Miller's debut is both epic and sweeping, yet intimate and poignant. It has something for everyone: historical fiction fans will appreciate the research Miller put into this book; romance fans will appreciate the love story arc; fantasy fans will enjoy the magical and mythological references. I loved this book; I experienced so many different emotions. I am definitely looking forward to more from Miller.

Aug 20, 2014
  • tazfn180 rated this: 1 stars out of 5.

I was actually unable to get through even half of this book, and that is REALLY saying something. The impression I got from what I did read, is this seems to be a mythological version of Brokeback Mountain. That's perfectly fine if that's what you are expecting and in the mood for. I was looking for something more... mythological.

a quick review which I might revisit someday:
This is a charming story; a little bit deep, a little bit shallow. As some other commenters note, this is a modern (gay) love story plunked down whole cloth in a time period that had an entirely different conception of all things (early Greece may be the initiating seed for the development of ‘our’ western culture, but it is in no way its model - that would more be imperial Rome)- for an understanding of an inter/intrapersonal relational aspect, as well as an overall better developed sense of this particular culture, I would have wished a little, no a lot, more than contemporary literature as research, also deeper thought about what it is/was. There are several things good about the story; a simple clear style, an author, who, among other things might mature very well, especially if she gets a mature, well educated and thoughtfully responsive readership (we live in an age when everything gets a prize for something and consequently little is worth much. Think about it. Change the channel, right? anyway, that was a vicious aside ...)
It is true, Mary Renault, among others, wrote similarly, and I think this author found a lot to ‘borrow’ - but at least she chose well. The ending; under-developed and a little too tear-jerky - try ‘Ancient Evenings’ for a severely extended version of the half-life before death, but I digress. Not as good as, but a good companion piece to ‘The Lost Books of The Odyssey’, and probably several others I have not read. the greatest flaw: contemporary understanding overlaid upon an historical sensibility, which is itself what we need to try to understand, rather than gloss over. A quick, easy and satisfying enough, read. Hopefully it might make the reader curious rather than think she has experienced much more than the wistfully heartfelt; that is a platform to depart from, not to arrive at, and that would be the worst failing, but hey! for a first book? terrific!!

Apr 30, 2014
  • uncommonreader rated this: 2 stars out of 5.

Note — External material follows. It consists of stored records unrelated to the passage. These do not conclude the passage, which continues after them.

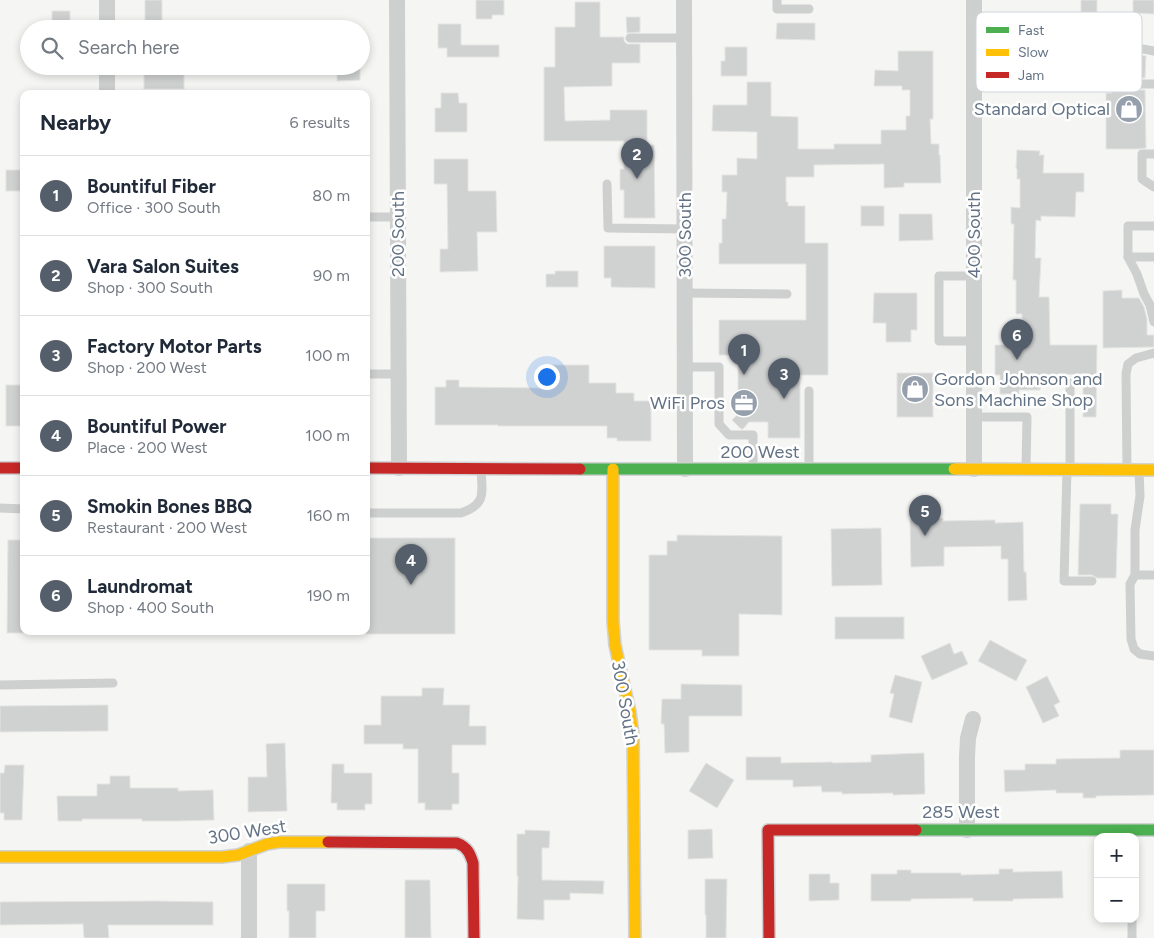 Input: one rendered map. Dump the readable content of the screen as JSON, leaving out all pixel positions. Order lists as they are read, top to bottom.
{
  "streets": {
    "street": [
      "200 South",
      "300 South",
      "400 South",
      "200 West",
      "285 West",
      "300 West"
    ]
  },
  "crossings": [
    ["200 South", "200 West"],
    ["300 South", "200 West"],
    ["400 South", "200 West"]
  ],
  "places": {
    "shop": ["Standard Optical", "Gordon Johnson and Sons Machine Shop"],
    "office": ["WiFi Pros"]
  },
  "legend": ["Fast", "Slow", "Jam"],
  "page": {
    "search": "Search here",
    "heading": ["Nearby", "6 results"],
    "pins": [
      "2",
      "6",
      "1",
      "3",
      "5",
      "4"
    ],
    "list": [
      {
        "mark": "1",
        "name": "Bountiful Fiber",
        "note": "Office · 300 South",
        "value": "80 m"
      },
      {
        "mark": "2",
        "name": "Vara Salon Suites",
        "note": "Shop · 300 South",
        "value": "90 m"
      },
      {
        "mark": "3",
        "name": "Factory Motor Parts",
        "note": "Shop · 200 West",
        "value": "100 m"
      },
      {
        "mark": "4",
        "name": "Bountiful Power",
        "note": "Place · 200 West",
        "value": "100 m"
      },
      {
        "mark": "5",
        "name": "Smokin Bones BBQ",
        "note": "Restaurant · 200 West",
        "value": "160 m"
      },
      {
        "mark": "6",
        "name": "Laundromat",
        "note": "Shop · 400 South",
        "value": "190 m"
      }
    ],
    "map_buttons": ["+", "−"]
  }
}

This fictionalized and modernized narrative of Achilles is very readable but serves only to trivialize the Greek myth. It was certainly not worthy of the 2012 Orange Prize ahead of Esi Edugyan, Anne Enright and Georgina Harding.

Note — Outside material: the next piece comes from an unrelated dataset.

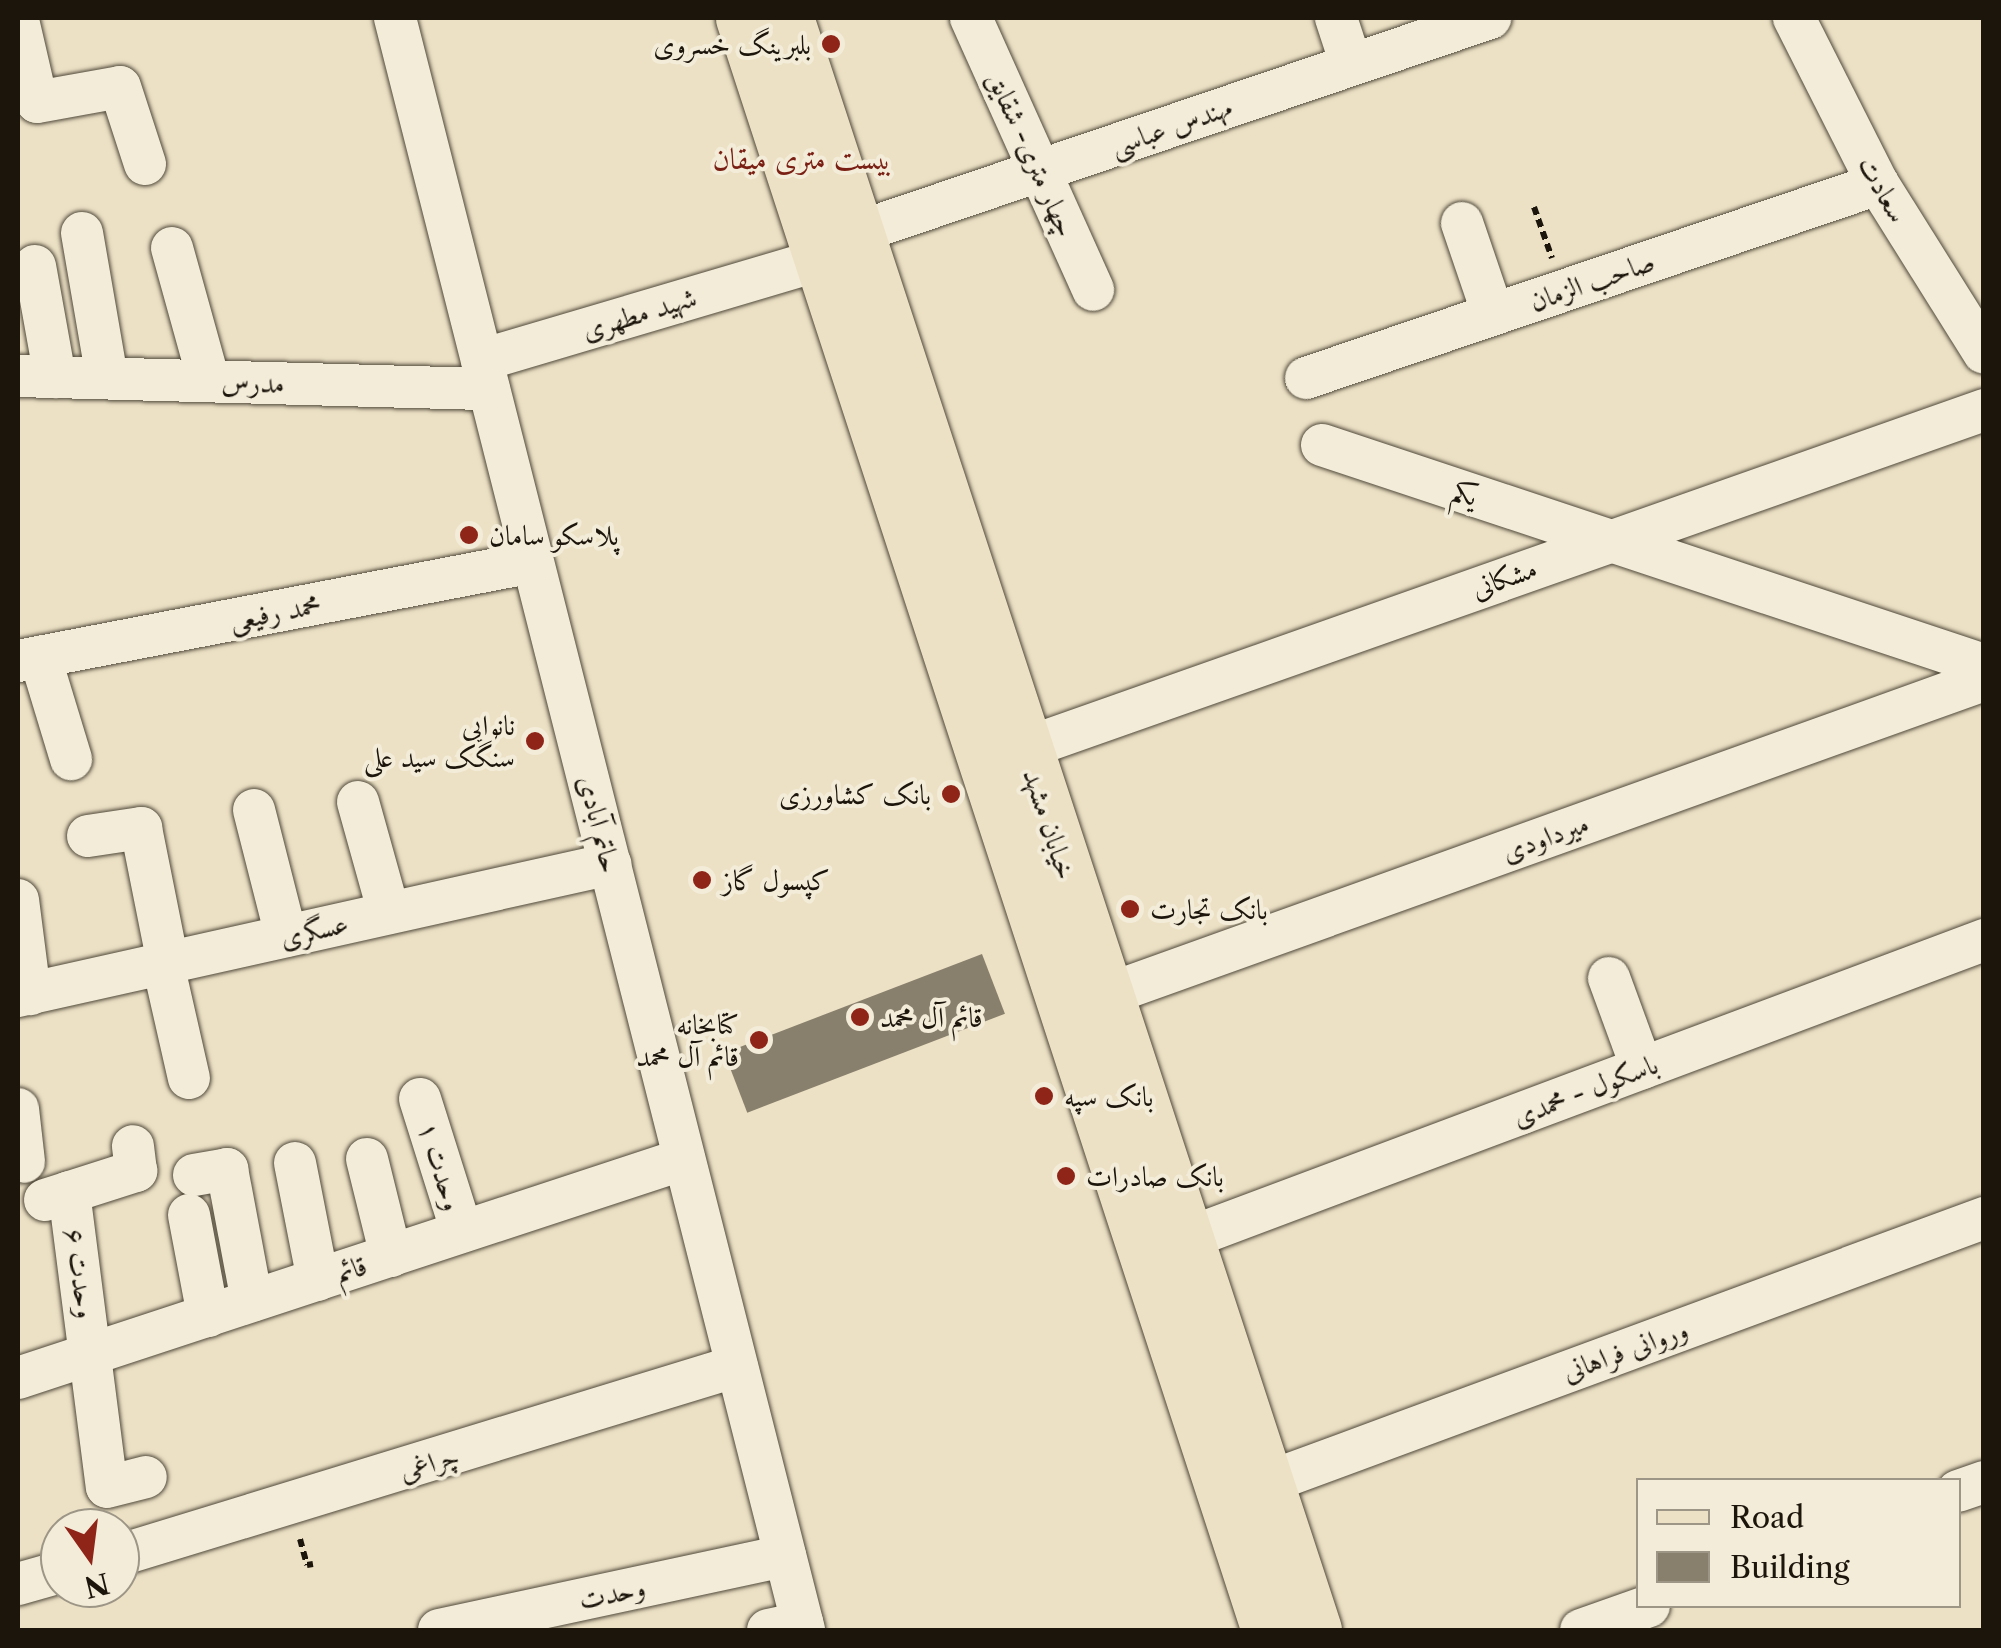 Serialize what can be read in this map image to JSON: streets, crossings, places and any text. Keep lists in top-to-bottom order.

Miller retells the story of the Iliad from the perspective of Patroclus, Achilles' bosom friend. She captures both the huge mythic scope of Achilles and his godlike gift and the feeling of Greece and Troy, the wind blowing over the ocean, the smell of olive groves, the love between two teenage boys.

Feb 15, 2014
  • petehoover98118 rated this: 0.5 stars out of 5.

When a straight woman has the overweening conceit to attempt to write a book from the viewpoint of a gay man in a relationship she invariably fails because men are not women. And in Madeline Miller's book, Patroclus is a woman with different equipment. The book's insulting unreality was hard to put up with, and by the time that we got to the sacrifice of Iphegenia I had had enough of her assuming she could speak for people she clearly knows nothing about. Skip this book.

Jan 13, 2014
  • artemishi rated this: 5 stars out of 5.

The Song of Achilles is a poetic, moving, deeply human story set in Greece during the Trojan War. The narrator, Patroclus, is a compassionate storyteller, and an relatable character in many ways. Through his eyes, ancient Greece comes alive, complete with heroes and gods, all flawed and intricate.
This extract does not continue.